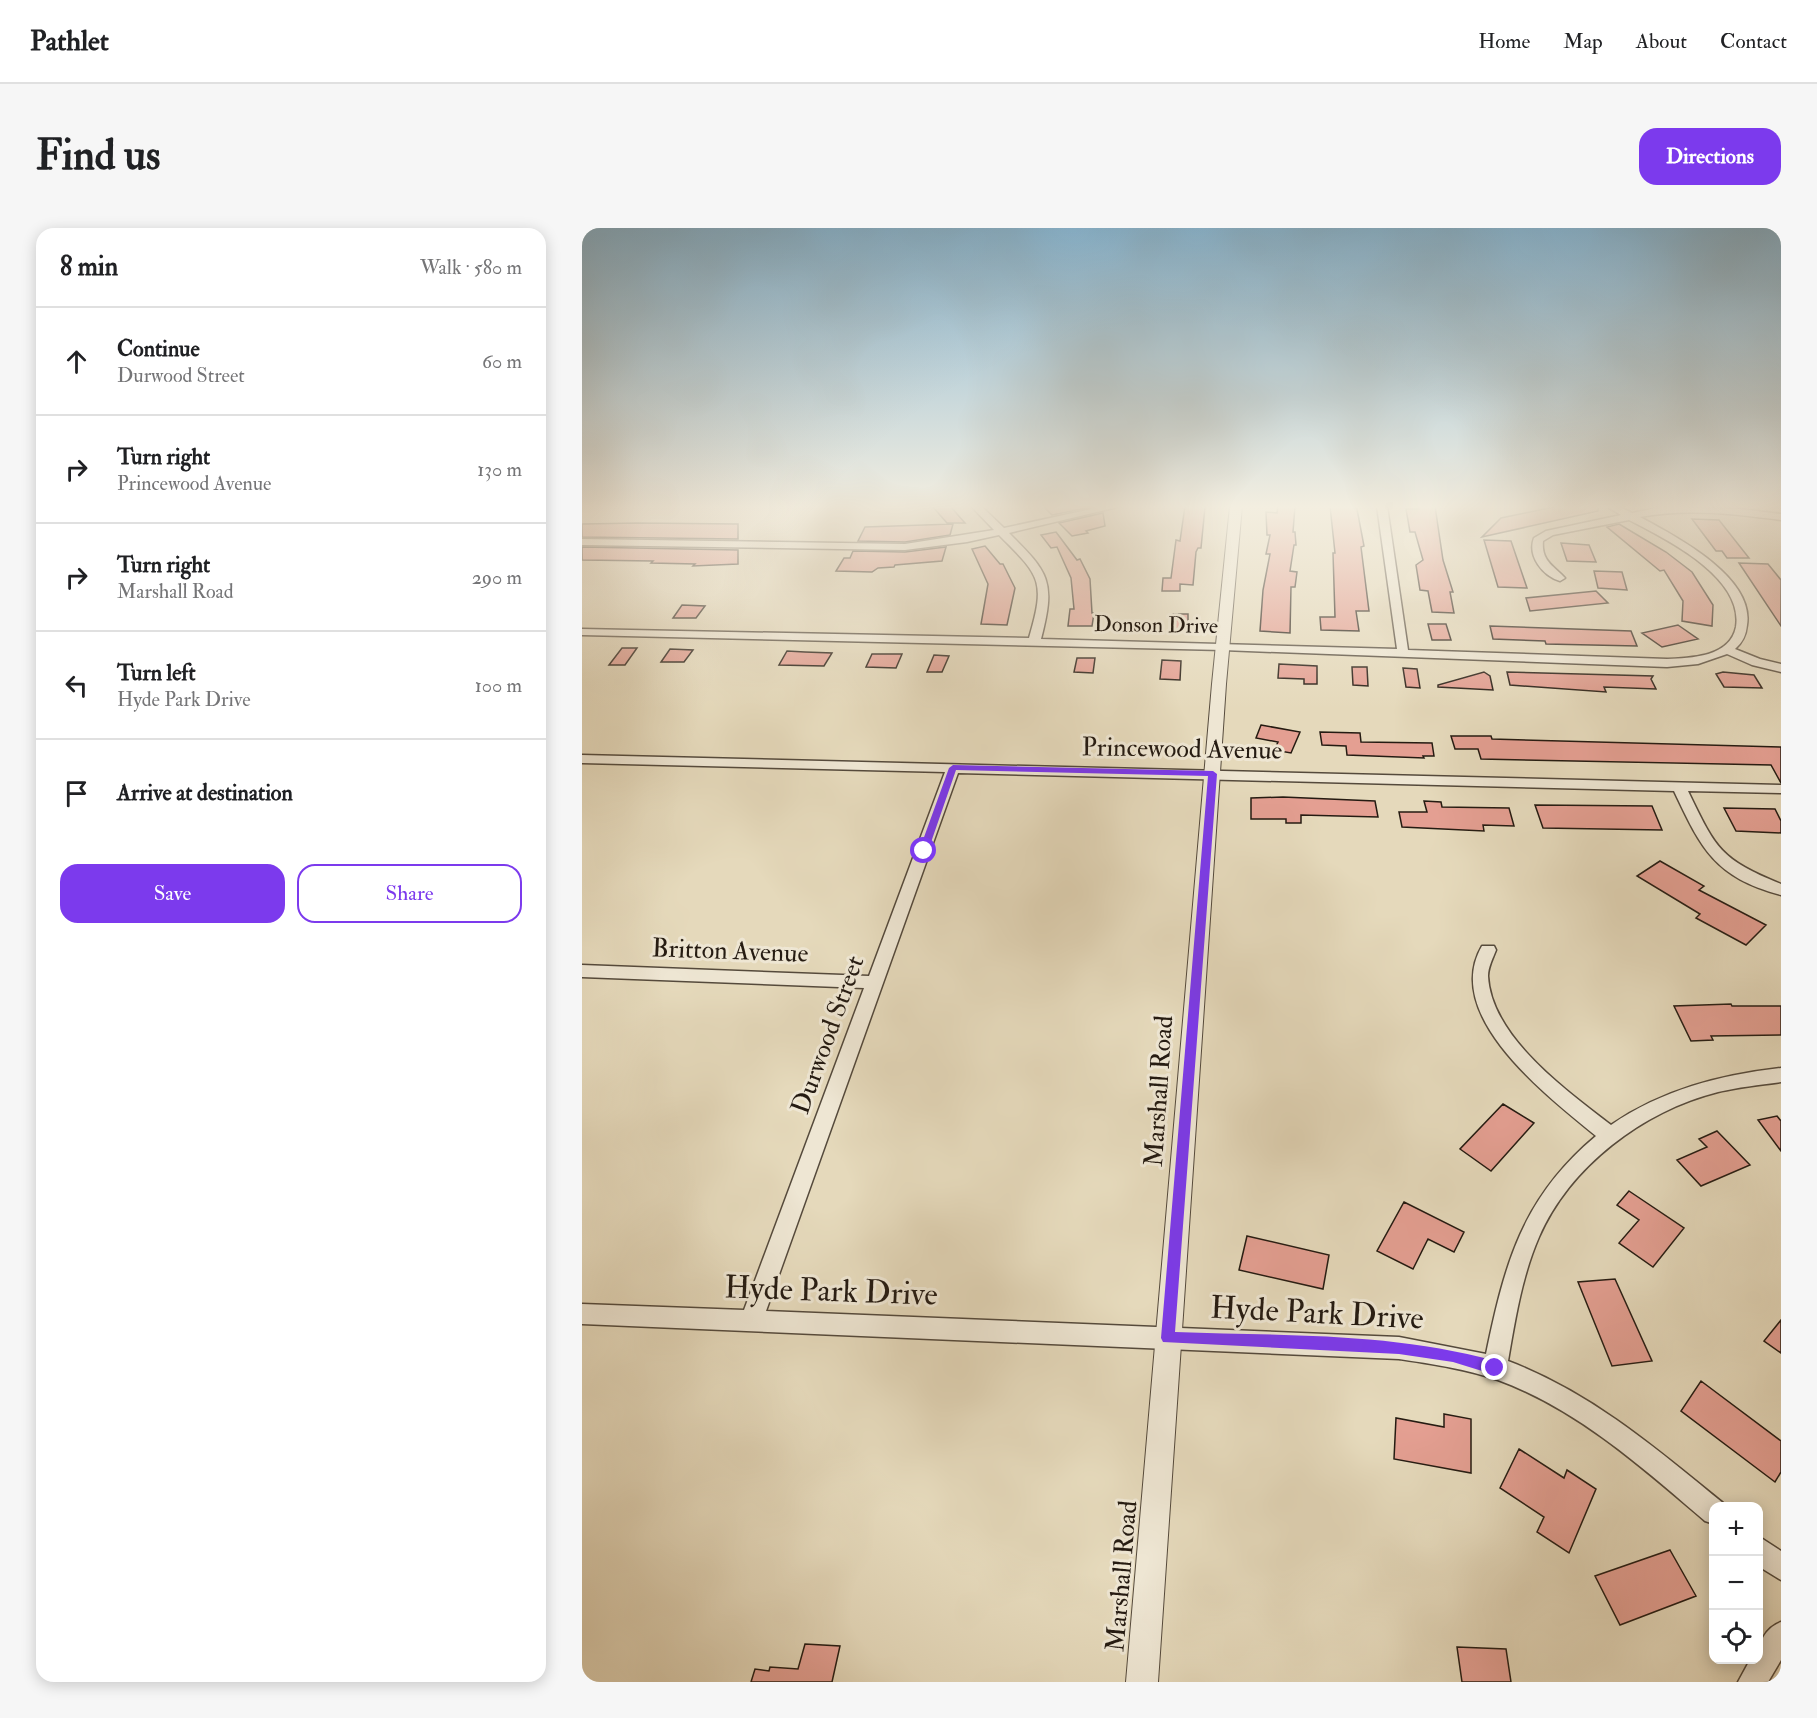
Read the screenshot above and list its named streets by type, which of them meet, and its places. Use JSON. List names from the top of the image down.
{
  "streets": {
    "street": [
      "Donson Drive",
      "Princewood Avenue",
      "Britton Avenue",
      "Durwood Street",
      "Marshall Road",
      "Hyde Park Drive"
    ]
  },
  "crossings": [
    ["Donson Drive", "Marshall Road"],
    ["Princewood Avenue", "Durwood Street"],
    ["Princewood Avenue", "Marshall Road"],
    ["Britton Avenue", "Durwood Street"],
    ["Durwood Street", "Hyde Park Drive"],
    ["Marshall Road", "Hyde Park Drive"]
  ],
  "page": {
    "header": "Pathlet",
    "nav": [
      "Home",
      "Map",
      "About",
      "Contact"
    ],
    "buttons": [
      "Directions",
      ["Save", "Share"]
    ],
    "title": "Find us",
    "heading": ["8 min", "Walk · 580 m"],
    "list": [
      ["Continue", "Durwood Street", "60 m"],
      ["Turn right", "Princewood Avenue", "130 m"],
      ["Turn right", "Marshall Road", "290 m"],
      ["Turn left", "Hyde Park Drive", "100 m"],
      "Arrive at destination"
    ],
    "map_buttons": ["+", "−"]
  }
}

☆ ☆ ☆ ☆ ☆

Should a picture appear among the entries, skip it and copy the rest exactly.

Read the screenshot above and list its named streets by type, which of them meet, and its places. Use JSON. List names from the top of the image down.
{
  "streets": {
    "street": [
      "Donson Drive",
      "Princewood Avenue",
      "Britton Avenue",
      "Durwood Street",
      "Marshall Road",
      "Hyde Park Drive"
    ]
  },
  "crossings": [
    ["Donson Drive", "Marshall Road"],
    ["Princewood Avenue", "Durwood Street"],
    ["Princewood Avenue", "Marshall Road"],
    ["Britton Avenue", "Durwood Street"],
    ["Durwood Street", "Hyde Park Drive"],
    ["Marshall Road", "Hyde Park Drive"]
  ],
  "page": {
    "header": "Pathlet",
    "nav": [
      "Home",
      "Map",
      "About",
      "Contact"
    ],
    "buttons": [
      "Directions",
      ["Save", "Share"]
    ],
    "title": "Find us",
    "heading": ["8 min", "Walk · 580 m"],
    "list": [
      ["Continue", "Durwood Street", "60 m"],
      ["Turn right", "Princewood Avenue", "130 m"],
      ["Turn right", "Marshall Road", "290 m"],
      ["Turn left", "Hyde Park Drive", "100 m"],
      "Arrive at destination"
    ],
    "map_buttons": ["+", "−"]
  }
}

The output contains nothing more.